Tuesday, June 30, 2009

Email etiquette

How many of you have sent an email - perhaps one that was even requested - and never gotten a response? I'm not talking a pitch letter or a query. I'm talking about a valid request for more information from a company or colleague? How many of us are guilty of not replying to a friend or coworker?

Yes, we're all busy. No doubt, email is a boon to speedy communication, but that ability to ignore messages is not professional.

In the early part of this decade, I worked for a web firm. One of the most telling pieces of data I remember is Jupiter Research's statement that people expect an answer via email within four hours. When you have hundred - or more - messages waiting for you each morning, it's simply impossible to respond to each message in such a timely fashion. I don't know what's in your inbox, but about half of my messages are some form of spam. And only a small percentage of the remaining messages actively seek a response. It's these few requests that deserve prompt attention. Whether it's an easy answer or a more involved response, the other person does deserve something from you. If you forget this, so will others. And who wants to be that annoying person who never responds?

It isn't just that you respond to a message, it also matters how you respond. Email is a form of written communication. That means it deserves to be spell-checked at the very least. Better yet, re-read the message before you send it. How many times has a message been misconstrued on the other end? This happens because we don't take the time to read before we hit send.
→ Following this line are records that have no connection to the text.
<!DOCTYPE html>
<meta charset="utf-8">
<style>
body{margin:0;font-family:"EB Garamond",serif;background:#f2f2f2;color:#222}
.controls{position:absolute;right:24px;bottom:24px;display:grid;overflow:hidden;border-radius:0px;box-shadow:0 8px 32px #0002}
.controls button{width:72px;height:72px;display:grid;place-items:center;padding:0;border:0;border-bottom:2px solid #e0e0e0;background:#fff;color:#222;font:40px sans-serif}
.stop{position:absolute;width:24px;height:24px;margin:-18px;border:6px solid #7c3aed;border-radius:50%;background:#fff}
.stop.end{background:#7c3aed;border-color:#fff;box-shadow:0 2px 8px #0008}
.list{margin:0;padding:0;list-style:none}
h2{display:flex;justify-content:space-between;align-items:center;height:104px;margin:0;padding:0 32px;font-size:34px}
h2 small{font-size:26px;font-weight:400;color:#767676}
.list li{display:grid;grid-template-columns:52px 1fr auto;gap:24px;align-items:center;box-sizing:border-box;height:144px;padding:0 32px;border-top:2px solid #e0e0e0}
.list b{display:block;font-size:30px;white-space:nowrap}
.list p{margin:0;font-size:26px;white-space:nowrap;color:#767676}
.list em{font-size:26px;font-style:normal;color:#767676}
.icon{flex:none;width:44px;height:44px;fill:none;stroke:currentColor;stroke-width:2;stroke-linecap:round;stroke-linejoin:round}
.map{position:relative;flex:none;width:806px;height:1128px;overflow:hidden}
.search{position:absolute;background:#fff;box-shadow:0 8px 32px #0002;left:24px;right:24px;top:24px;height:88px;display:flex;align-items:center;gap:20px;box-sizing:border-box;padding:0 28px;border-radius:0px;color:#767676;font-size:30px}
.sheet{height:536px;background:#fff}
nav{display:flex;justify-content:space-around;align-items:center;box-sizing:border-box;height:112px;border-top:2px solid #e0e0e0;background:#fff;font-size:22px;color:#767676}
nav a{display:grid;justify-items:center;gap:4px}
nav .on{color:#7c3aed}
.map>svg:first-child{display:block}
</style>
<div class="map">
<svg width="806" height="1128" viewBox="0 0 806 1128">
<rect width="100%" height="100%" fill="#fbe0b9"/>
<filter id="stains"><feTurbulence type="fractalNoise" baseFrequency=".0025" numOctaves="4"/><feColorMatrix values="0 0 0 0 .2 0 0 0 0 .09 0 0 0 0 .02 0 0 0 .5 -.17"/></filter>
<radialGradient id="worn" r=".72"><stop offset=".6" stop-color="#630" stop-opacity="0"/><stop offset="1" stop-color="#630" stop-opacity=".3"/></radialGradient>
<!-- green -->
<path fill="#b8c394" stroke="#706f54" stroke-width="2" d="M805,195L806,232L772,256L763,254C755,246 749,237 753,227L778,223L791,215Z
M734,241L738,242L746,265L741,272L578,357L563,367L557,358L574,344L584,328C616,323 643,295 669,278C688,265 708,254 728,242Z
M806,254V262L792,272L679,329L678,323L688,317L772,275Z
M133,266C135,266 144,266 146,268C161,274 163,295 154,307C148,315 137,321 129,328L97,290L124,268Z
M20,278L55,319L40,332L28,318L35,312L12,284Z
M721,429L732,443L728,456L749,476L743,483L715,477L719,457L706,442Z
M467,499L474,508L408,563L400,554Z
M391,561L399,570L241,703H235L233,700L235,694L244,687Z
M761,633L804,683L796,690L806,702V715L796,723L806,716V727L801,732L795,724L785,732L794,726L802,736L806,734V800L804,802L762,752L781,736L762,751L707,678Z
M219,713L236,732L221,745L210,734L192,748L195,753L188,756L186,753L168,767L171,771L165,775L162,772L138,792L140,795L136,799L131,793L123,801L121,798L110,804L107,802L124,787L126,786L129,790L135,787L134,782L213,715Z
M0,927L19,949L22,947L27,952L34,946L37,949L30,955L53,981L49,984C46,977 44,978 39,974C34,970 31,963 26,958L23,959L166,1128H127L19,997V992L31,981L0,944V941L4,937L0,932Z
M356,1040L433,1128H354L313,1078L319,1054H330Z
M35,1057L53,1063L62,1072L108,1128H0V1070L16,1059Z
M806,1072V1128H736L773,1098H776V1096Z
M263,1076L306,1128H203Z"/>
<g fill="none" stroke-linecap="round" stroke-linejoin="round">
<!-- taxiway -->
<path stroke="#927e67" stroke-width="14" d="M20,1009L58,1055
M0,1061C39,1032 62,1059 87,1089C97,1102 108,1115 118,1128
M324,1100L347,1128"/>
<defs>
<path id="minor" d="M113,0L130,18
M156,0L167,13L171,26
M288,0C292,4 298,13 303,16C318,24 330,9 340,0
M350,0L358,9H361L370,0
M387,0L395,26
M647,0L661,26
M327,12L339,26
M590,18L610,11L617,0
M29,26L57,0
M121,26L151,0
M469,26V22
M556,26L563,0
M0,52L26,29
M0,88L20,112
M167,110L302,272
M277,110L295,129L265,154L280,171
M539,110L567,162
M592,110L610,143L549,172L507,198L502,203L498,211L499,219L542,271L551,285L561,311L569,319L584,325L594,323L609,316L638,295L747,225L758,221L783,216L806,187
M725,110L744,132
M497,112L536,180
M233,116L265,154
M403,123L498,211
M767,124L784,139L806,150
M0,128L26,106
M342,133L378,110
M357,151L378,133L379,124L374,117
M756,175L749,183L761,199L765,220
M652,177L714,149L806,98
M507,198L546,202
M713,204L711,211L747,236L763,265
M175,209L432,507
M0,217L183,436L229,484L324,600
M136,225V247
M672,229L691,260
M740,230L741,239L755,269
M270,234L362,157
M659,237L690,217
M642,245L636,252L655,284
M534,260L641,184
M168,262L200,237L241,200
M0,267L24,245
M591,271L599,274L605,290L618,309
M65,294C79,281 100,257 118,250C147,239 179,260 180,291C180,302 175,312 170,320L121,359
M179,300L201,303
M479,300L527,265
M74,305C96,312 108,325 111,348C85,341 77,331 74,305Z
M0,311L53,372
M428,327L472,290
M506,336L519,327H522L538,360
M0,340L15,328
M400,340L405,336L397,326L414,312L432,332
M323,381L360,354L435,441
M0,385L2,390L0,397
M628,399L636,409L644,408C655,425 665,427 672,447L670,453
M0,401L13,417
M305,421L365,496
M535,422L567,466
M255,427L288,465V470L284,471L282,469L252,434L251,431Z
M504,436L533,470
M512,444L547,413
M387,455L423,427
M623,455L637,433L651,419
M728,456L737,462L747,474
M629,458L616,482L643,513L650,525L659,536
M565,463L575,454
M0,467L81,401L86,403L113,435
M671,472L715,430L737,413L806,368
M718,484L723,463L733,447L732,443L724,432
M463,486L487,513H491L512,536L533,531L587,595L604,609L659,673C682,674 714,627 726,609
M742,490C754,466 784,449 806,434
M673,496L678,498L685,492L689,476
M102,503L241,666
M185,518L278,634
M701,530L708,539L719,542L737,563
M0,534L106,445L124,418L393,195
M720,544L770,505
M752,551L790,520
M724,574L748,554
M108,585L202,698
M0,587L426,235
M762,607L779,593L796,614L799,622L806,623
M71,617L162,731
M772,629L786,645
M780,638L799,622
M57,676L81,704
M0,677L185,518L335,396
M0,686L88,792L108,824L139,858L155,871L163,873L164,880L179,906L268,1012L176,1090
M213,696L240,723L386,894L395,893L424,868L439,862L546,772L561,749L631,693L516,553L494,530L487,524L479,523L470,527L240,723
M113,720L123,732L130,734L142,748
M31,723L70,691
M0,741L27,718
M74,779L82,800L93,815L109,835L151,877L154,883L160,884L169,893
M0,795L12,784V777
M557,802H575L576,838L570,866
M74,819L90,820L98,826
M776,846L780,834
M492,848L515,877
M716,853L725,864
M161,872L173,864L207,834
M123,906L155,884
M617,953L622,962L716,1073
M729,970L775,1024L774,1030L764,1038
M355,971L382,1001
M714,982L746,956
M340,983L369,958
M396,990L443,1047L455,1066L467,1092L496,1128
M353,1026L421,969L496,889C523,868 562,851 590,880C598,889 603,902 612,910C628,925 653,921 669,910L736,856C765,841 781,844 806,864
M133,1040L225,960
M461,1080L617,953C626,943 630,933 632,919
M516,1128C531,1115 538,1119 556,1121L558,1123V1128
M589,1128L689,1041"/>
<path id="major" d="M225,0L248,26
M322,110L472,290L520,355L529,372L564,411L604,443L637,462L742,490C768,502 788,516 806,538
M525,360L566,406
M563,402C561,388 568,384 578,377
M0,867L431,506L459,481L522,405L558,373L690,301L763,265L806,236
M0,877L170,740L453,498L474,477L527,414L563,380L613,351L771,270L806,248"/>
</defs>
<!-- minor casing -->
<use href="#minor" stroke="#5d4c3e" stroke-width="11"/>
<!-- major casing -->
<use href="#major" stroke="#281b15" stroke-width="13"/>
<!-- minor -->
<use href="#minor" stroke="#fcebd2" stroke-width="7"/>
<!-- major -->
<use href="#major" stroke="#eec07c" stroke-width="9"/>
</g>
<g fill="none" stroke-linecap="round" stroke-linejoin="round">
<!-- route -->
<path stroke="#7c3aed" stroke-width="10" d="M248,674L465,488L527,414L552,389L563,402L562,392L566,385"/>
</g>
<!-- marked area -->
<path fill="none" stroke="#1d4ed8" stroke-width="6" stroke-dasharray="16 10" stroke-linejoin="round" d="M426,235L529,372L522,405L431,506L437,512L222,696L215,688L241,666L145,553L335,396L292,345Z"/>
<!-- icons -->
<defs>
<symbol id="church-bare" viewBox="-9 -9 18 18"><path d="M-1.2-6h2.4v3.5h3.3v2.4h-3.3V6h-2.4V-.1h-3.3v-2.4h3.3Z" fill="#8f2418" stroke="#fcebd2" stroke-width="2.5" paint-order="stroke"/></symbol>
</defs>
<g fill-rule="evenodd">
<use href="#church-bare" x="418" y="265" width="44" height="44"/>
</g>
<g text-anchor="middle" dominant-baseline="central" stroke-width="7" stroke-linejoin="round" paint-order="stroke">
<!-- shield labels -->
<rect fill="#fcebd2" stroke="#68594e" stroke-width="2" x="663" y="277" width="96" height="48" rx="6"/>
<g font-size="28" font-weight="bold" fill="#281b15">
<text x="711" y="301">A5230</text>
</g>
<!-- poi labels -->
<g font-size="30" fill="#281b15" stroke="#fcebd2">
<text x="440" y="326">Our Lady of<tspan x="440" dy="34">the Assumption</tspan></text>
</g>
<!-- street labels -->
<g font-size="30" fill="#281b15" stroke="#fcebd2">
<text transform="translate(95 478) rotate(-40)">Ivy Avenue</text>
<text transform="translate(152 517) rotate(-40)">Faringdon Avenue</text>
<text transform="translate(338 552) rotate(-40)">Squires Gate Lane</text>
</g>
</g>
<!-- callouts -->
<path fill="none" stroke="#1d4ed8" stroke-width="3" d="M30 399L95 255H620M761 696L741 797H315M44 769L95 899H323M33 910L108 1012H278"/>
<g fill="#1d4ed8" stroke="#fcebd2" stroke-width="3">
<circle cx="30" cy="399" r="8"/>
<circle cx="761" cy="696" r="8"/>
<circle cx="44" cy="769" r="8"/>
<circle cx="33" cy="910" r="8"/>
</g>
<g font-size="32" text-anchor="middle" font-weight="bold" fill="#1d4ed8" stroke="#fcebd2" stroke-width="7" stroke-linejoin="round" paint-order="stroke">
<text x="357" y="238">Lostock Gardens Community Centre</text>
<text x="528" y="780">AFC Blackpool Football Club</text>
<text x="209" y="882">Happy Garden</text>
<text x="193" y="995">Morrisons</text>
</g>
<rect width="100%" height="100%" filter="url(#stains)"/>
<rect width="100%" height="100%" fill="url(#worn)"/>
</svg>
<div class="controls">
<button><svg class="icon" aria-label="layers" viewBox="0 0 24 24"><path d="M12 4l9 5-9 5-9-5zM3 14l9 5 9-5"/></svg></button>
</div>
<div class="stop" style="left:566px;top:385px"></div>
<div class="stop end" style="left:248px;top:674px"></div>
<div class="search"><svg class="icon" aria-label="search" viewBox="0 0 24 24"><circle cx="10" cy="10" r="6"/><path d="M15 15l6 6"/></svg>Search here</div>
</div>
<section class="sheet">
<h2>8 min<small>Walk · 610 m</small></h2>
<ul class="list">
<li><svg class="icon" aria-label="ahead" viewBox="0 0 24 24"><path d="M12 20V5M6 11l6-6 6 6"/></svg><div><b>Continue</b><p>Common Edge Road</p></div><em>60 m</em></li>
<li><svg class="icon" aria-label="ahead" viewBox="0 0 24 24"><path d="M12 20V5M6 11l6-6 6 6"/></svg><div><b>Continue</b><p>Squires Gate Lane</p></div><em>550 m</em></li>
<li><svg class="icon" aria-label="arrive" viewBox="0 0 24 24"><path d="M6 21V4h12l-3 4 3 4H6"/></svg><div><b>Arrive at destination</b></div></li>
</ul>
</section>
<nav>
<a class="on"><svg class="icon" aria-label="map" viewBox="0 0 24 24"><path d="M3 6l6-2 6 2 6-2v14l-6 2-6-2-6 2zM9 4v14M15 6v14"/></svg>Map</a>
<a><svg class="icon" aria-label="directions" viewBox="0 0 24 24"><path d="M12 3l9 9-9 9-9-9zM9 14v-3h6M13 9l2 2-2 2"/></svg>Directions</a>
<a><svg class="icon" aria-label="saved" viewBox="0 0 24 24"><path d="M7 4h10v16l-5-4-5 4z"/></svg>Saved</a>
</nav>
Finally, make sure you really want to reply to all. I've gotten many private messages that were sent to an entire group. It is up to each of us to police our messages. These relatively small steps go a long way to showcase your professionalism as well as your ability to write English properly.

From now on, I plan to:

1. Respond to requests as promptly as possible. If I am waiting for further information, I will follow up and let the other party know.

2. Spell check every message. Even the ones to my mom.

3. Never use ALL CAPS in an email. Not only is it hard to read, it's the equivalent of shouting and just as rude.

What will you do for yourself today?